* _Task prompt_: Nothing but the lines from the one containing "I am building" through the end of the entries below should be set down, each exactly as written.

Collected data
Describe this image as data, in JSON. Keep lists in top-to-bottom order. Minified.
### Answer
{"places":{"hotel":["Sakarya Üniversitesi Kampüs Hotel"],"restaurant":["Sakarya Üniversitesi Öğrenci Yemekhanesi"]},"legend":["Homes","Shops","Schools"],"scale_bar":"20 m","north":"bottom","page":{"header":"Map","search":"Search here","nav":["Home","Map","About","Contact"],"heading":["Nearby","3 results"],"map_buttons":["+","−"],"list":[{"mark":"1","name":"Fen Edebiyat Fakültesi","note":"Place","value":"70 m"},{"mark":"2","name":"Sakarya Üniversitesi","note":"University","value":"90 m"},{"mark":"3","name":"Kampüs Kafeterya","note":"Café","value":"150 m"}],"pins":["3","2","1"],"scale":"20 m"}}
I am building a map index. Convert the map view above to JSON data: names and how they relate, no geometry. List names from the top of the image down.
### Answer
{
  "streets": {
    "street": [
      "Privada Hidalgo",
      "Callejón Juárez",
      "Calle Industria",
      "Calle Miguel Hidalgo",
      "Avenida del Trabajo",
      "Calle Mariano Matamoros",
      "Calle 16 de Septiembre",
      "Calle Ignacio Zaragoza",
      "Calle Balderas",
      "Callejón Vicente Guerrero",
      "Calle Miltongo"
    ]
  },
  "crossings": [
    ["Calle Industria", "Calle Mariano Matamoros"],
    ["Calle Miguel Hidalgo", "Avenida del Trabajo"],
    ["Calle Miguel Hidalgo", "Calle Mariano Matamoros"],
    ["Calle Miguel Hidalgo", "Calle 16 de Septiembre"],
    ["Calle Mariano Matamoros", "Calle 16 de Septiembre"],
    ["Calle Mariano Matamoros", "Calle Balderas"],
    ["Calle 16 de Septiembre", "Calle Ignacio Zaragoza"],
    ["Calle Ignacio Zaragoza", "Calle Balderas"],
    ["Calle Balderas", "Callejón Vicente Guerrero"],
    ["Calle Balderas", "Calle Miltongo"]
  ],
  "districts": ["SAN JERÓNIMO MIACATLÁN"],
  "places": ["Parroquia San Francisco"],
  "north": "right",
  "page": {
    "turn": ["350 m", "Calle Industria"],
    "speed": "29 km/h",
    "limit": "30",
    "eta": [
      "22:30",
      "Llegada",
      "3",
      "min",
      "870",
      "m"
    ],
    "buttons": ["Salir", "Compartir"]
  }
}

* _Result for this task_:
I am building a map index. Convert the map view above to JSON data: names and how they relate, no geometry. List names from the top of the image down.
### Answer
{
  "streets": {
    "street": [
      "Privada Hidalgo",
      "Callejón Juárez",
      "Calle Industria",
      "Calle Miguel Hidalgo",
      "Avenida del Trabajo",
      "Calle Mariano Matamoros",
      "Calle 16 de Septiembre",
      "Calle Ignacio Zaragoza",
      "Calle Balderas",
      "Callejón Vicente Guerrero",
      "Calle Miltongo"
    ]
  },
  "crossings": [
    ["Calle Industria", "Calle Mariano Matamoros"],
    ["Calle Miguel Hidalgo", "Avenida del Trabajo"],
    ["Calle Miguel Hidalgo", "Calle Mariano Matamoros"],
    ["Calle Miguel Hidalgo", "Calle 16 de Septiembre"],
    ["Calle Mariano Matamoros", "Calle 16 de Septiembre"],
    ["Calle Mariano Matamoros", "Calle Balderas"],
    ["Calle 16 de Septiembre", "Calle Ignacio Zaragoza"],
    ["Calle Ignacio Zaragoza", "Calle Balderas"],
    ["Calle Balderas", "Callejón Vicente Guerrero"],
    ["Calle Balderas", "Calle Miltongo"]
  ],
  "districts": ["SAN JERÓNIMO MIACATLÁN"],
  "places": ["Parroquia San Francisco"],
  "north": "right",
  "page": {
    "turn": ["350 m", "Calle Industria"],
    "speed": "29 km/h",
    "limit": "30",
    "eta": [
      "22:30",
      "Llegada",
      "3",
      "min",
      "870",
      "m"
    ],
    "buttons": ["Salir", "Compartir"]
  }
}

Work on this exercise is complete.